O DANE informou ainda que o coeficiente de Gini diminuiu de 0,551 para 0,531, refletindo uma melhora na distribuição de renda.
A instituição destacou que a redução da pobreza esteve associada ao crescimento da renda real das famílias.
A renda per capita das pessoas pobres aumentou 13,6% em termos reais, enquanto a da população em extrema pobreza cresceu 14,6%.
Os maiores aumentos corresponderam aos rendimentos do trabalho, seguidos pelas transferências monetárias e outros rendimentos correntes.

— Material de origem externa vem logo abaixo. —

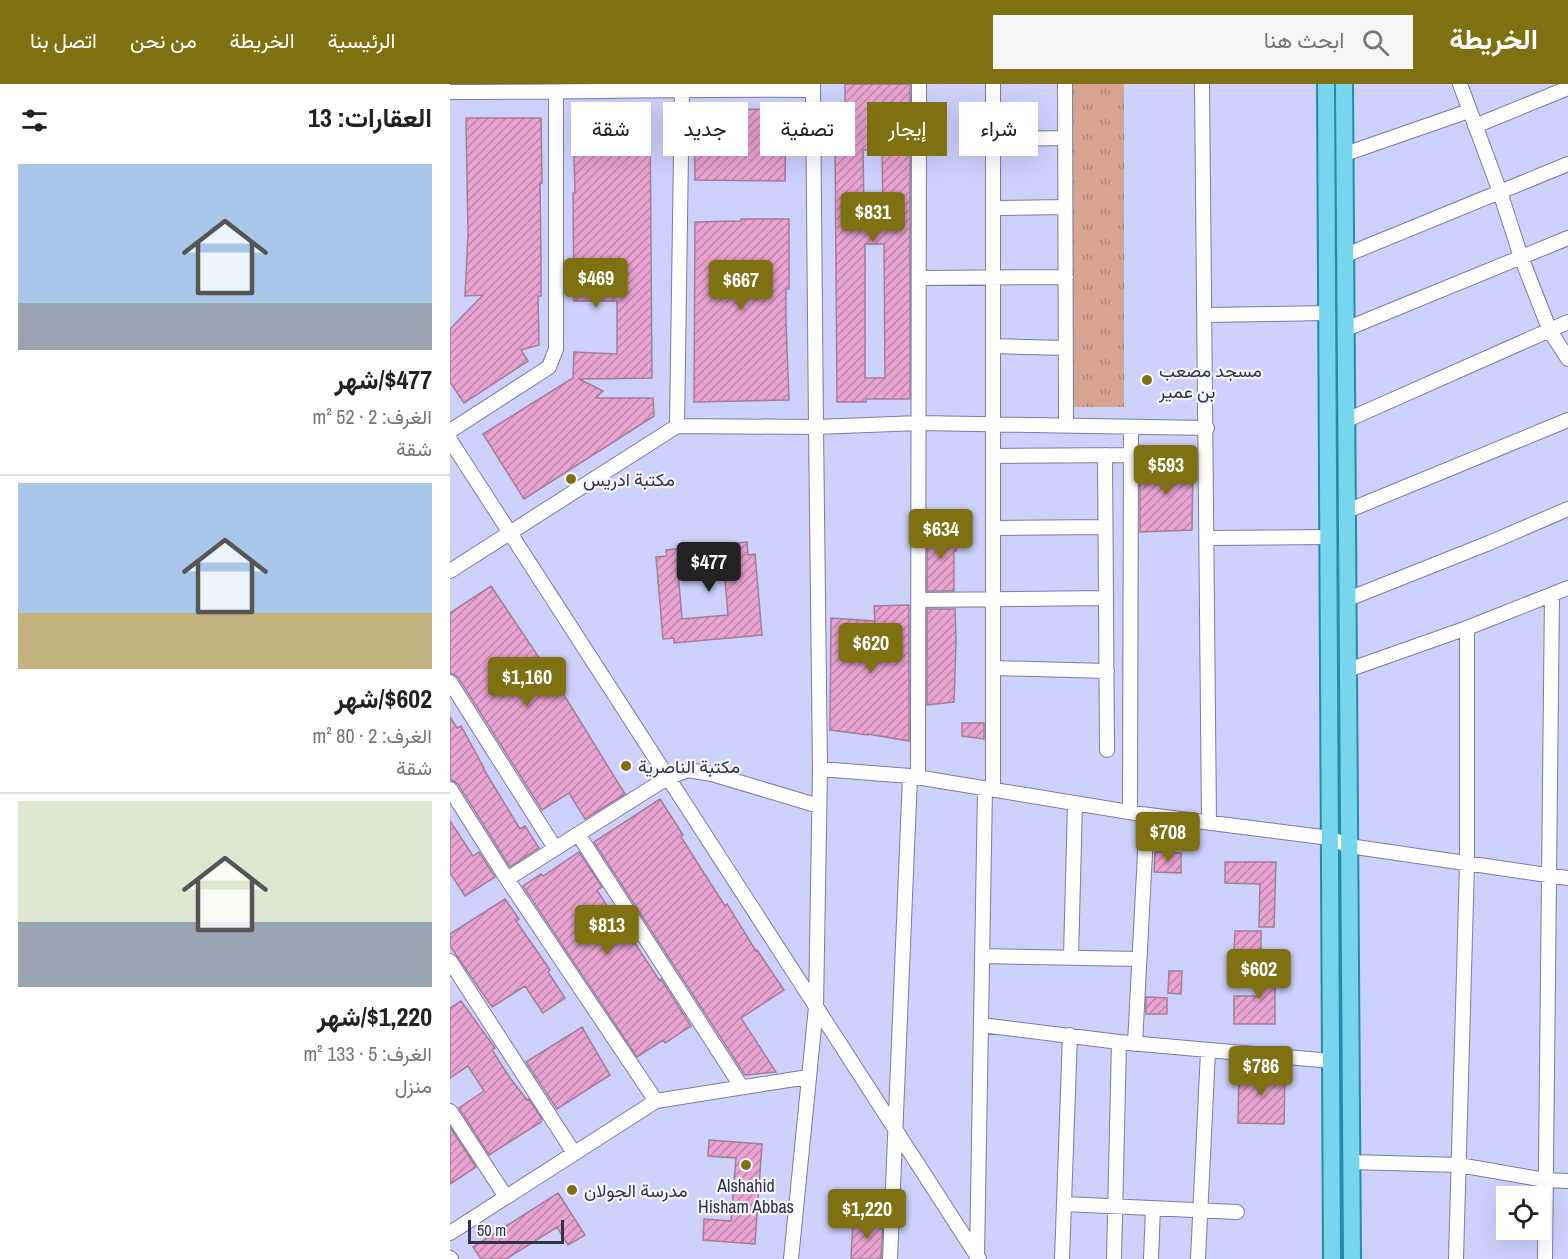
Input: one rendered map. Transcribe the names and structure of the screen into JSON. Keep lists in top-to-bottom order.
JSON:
{
  "places": [
    "مسجد مصعب بن عمير",
    "مكتبة ادريس",
    "مكتبة الناصرية",
    "Alshahid Hisham Abbas",
    "مدرسة الجولان"
  ],
  "scale_bar": "50 m",
  "page": {
    "header": "الخريطة",
    "search": "ابحث هنا",
    "nav": [
      "الرئيسية",
      "الخريطة",
      "من نحن",
      "اتصل بنا"
    ],
    "heading": "العقارات: 13",
    "chip": [
      "شراء",
      "إيجار",
      "تصفية",
      "جديد",
      "شقة"
    ],
    "list": [
      {
        "name": "$477/شهر",
        "note": "الغرف: 2 · 52 m² · شقة"
      },
      {
        "name": "$602/شهر",
        "note": "الغرف: 2 · 80 m² · شقة"
      },
      {
        "name": "$1,220/شهر",
        "note": "الغرف: 5 · 133 m² · منزل"
      }
    ],
    "price": [
      "$831",
      "$469",
      "$667",
      "$593",
      "$634",
      "$477",
      "$620",
      "$1,160",
      "$708",
      "$813",
      "$602",
      "$786",
      "$1,220"
    ],
    "scale": "50 m"
  }
}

A instituição também informou que, em 2025, a linha de pobreza monetária nacional ficou em COP$482.041 por mês por pessoa e a linha de pobreza monetária extrema em COP$238.498 por mês por pessoa.
Desemprego
No que diz respeito ao mercado de trabalho, o DANE informou que a taxa de desemprego ficou em 8,0% em junho de 2026, contra os 8,6% registrados no mesmo mês do ano anterior.

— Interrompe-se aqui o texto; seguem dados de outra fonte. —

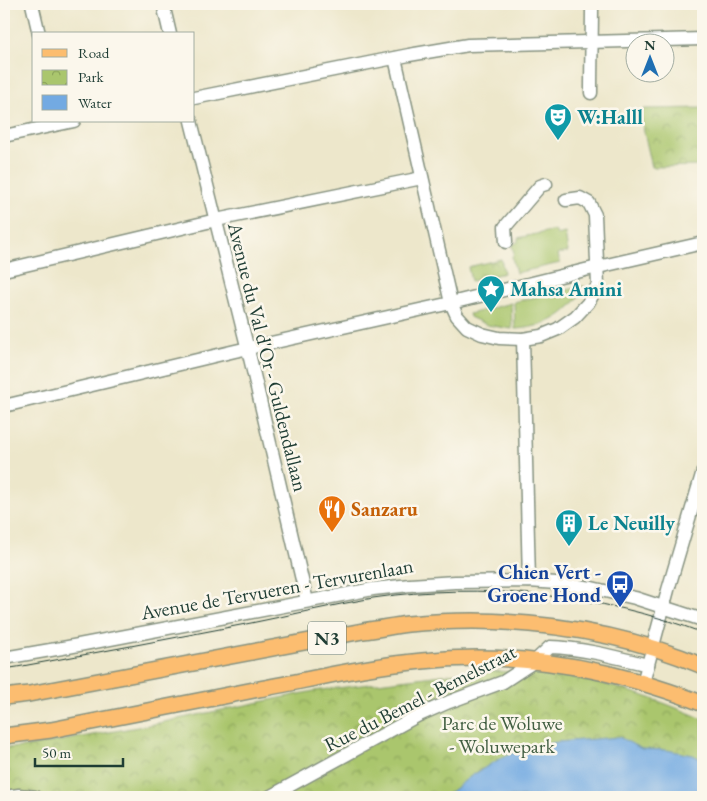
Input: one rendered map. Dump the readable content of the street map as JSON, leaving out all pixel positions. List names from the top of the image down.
{
  "streets": {
    "main road": ["N3"],
    "street": ["Avenue du Val d'Or - Guldendallaan", "Avenue de Tervueren - Tervurenlaan", "Rue du Bemel - Bemelstraat"]
  },
  "crossings": [
    ["Avenue du Val d'Or - Guldendallaan", "Avenue de Tervueren - Tervurenlaan"],
    ["N3", "Rue du Bemel - Bemelstraat"]
  ],
  "parks": ["Parc de Woluwe - Woluwepark"],
  "places": {
    "theatre": ["W:Halll"],
    "place": ["Mahsa Amini"],
    "restaurant": ["Sanzaru"],
    "building": ["Le Neuilly"],
    "bus stop": ["Chien Vert - Groene Hond"]
  },
  "legend": ["Road", "Park", "Water"],
  "scale_bar": "50 m",
  "north": "top"
}
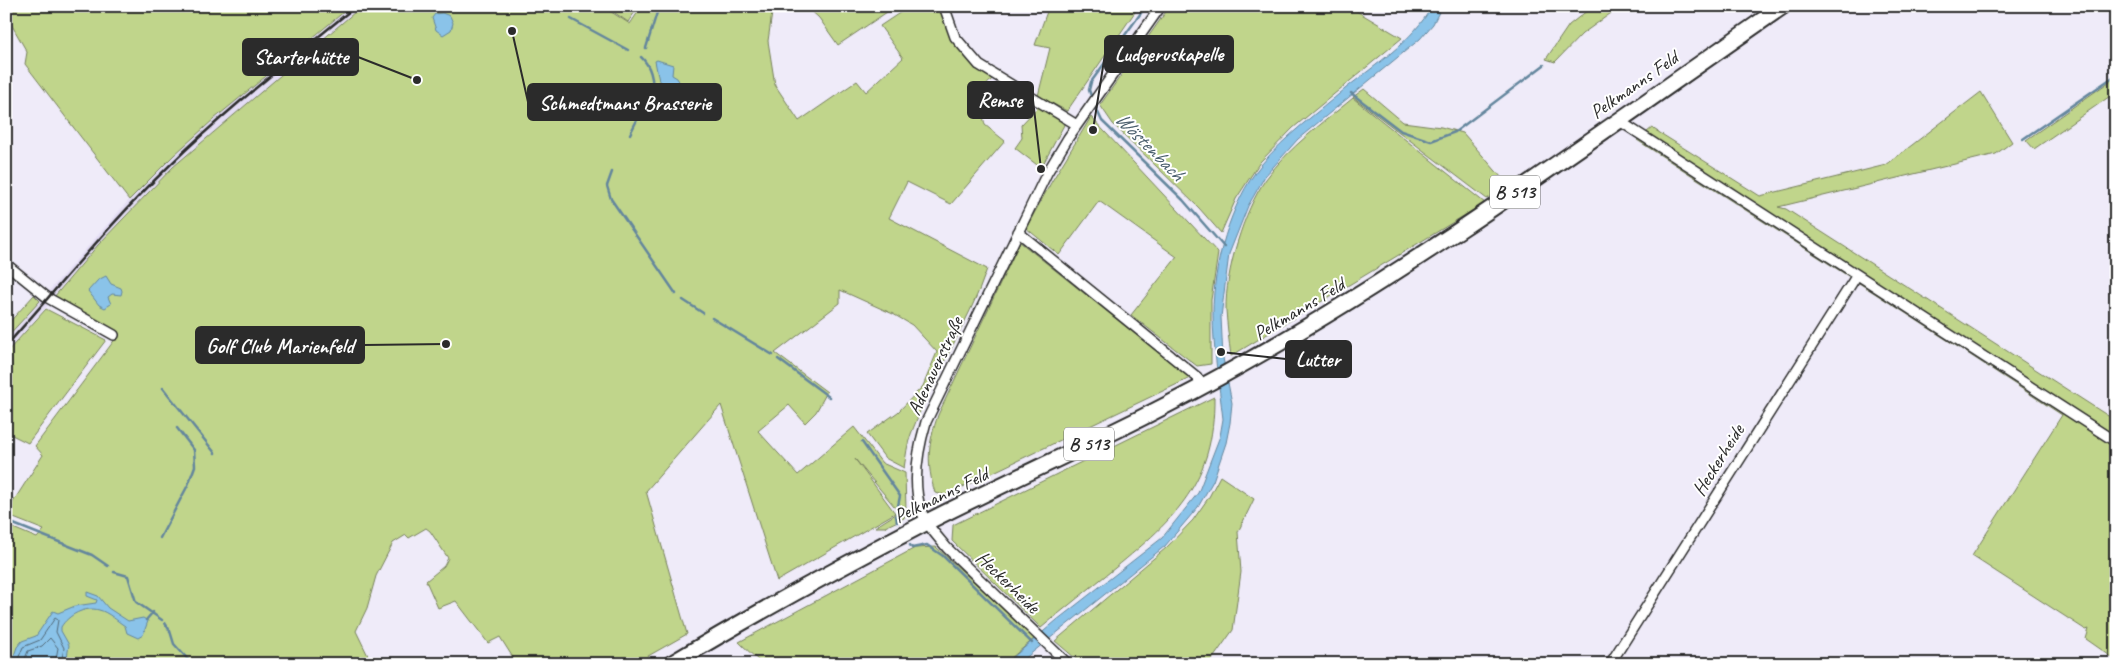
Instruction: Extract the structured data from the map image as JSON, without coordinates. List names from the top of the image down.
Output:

Com esse resultado, a Colômbia atingiu a menor taxa de desemprego para o mês de junho desde o início da série comparável do DANE, em 2001. Os críticos alertam que a redução do desemprego é artificial, pois decorre de um elevado nível de contratações no setor público e não no setor privado.

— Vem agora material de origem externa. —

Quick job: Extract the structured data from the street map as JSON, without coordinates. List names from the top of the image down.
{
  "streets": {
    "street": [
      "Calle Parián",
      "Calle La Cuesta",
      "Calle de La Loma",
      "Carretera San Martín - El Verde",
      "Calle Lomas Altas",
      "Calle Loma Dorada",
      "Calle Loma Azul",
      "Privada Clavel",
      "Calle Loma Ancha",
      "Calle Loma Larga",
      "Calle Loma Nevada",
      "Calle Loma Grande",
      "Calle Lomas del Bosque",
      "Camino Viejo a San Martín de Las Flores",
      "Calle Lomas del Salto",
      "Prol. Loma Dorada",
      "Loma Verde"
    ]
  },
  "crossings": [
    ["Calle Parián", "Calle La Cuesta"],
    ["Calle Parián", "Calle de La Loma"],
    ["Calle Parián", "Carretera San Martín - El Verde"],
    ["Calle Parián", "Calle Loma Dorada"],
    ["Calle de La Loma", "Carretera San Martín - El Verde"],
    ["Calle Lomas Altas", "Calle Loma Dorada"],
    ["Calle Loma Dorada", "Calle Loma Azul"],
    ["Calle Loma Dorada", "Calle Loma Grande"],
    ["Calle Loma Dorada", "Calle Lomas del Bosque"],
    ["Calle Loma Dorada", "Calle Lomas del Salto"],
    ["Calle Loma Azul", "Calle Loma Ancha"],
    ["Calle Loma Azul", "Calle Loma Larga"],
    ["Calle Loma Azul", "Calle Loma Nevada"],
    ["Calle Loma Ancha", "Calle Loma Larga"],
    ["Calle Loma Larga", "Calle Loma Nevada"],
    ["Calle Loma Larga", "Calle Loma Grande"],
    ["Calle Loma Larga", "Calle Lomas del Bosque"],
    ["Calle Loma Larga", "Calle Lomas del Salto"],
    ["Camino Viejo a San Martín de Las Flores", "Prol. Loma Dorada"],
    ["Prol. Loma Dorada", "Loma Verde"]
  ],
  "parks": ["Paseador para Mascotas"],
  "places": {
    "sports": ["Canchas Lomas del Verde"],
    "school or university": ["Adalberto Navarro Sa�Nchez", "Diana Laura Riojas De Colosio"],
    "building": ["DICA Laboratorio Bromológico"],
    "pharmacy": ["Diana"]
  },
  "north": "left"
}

“Isso é o que se chama de ‘emprego militante’”, disse Mauricio Cárdenas, ex-ministro da Fazenda do governo de Juan Manuel Santos, que afirmou que essa foi uma estratégia do presidente cessante para inclinar a balança a seu favor durante as eleições.
A geração de empregos foi impulsionada principalmente pelas atividades de Administração pública, educação e saúde, seguidas por Comércio e reparo de veículos e Hospedagem e serviços de alimentação, que foram os setores econômicos que mais contribuíram para o aumento da população ocupada em relação a junho de 2025.
Em contrapartida, os setores de Atividades financeiras e de seguros e de Fornecimento de eletricidade, gás, água e gestão de resíduos registraram reduções no número de ocupados.
Após a divulgação dos dados sobre o emprego, o presidente cessante Gustavo Petro destacou o resultado. “Trata-se de uma das maiores conquistas da história econômica da Colômbia.”
“Em meio à estagnação econômica mundial e às guerras, a Colômbia é o terceiro país da OCDE que mais reduziu sua taxa de desemprego”, afirmou ele.